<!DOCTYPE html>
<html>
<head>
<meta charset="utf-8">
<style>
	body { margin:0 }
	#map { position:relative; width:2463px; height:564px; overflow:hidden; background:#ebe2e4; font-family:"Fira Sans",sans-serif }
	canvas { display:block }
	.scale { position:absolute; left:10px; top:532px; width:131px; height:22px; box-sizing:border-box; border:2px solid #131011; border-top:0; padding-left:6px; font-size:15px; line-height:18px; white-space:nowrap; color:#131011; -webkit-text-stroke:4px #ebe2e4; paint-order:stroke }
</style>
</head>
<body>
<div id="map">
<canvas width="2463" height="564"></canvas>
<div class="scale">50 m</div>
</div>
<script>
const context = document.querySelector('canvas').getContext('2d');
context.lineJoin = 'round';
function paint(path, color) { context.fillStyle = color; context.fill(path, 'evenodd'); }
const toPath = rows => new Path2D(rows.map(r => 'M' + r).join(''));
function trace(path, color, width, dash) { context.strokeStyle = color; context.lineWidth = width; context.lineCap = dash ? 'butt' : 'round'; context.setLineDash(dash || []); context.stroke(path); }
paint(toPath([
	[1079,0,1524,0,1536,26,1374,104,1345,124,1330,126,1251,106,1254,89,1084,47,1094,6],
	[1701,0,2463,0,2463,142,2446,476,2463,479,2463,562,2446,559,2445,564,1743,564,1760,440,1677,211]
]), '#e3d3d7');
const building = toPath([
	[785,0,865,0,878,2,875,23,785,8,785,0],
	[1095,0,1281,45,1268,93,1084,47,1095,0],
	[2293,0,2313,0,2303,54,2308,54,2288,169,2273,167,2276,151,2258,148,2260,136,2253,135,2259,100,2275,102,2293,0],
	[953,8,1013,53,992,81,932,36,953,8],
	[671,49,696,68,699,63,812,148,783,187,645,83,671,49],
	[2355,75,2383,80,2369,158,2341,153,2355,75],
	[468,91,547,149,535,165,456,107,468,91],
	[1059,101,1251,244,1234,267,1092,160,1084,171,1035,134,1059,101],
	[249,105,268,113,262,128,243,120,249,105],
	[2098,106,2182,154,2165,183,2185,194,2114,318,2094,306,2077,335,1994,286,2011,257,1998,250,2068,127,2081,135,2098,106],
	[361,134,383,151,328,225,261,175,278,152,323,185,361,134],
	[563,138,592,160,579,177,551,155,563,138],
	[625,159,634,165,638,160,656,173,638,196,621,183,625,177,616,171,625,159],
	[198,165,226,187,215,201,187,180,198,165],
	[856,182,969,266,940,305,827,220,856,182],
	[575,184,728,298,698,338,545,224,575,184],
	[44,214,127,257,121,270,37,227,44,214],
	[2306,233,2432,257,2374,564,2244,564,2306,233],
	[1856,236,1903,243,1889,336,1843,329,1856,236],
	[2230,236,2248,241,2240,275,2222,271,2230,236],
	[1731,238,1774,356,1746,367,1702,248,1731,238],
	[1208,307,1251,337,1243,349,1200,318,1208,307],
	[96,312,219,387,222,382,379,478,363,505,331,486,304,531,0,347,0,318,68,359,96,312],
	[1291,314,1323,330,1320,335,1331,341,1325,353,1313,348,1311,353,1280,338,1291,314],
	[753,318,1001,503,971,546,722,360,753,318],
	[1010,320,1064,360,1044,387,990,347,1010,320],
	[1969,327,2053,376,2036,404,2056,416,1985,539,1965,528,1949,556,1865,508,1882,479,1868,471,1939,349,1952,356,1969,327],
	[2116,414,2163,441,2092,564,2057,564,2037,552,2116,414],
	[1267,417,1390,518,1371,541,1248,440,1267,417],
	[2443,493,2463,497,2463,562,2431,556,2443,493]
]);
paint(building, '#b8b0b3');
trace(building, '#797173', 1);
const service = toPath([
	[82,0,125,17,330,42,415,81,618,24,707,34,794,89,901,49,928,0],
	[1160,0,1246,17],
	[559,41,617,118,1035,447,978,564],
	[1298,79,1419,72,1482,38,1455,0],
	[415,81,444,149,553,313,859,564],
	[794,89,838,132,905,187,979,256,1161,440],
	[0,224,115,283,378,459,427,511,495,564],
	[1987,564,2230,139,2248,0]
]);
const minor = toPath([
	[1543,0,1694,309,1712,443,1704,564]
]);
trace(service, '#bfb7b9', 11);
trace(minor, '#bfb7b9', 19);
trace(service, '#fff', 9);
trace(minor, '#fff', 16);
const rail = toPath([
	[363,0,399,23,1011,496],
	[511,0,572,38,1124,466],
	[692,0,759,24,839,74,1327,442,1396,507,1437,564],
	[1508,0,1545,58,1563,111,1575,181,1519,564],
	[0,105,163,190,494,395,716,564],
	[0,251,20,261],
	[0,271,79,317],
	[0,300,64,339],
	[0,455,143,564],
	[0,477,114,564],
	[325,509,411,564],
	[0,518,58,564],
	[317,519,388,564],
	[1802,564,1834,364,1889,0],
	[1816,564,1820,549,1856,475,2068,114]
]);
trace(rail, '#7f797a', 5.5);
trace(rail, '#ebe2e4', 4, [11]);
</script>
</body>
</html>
┄┄┄┄┄┄┄┄┄┄┄┄┄┄┄┄┄┄┄┄
> EXERCISE INSTRUCTIONS: Using the records above, find and show each line with the string "canvas".

> TASK OUTPUT:
	canvas { display:block }
<canvas width="2463" height="564"></canvas>
const context = document.querySelector('canvas').getContext('2d');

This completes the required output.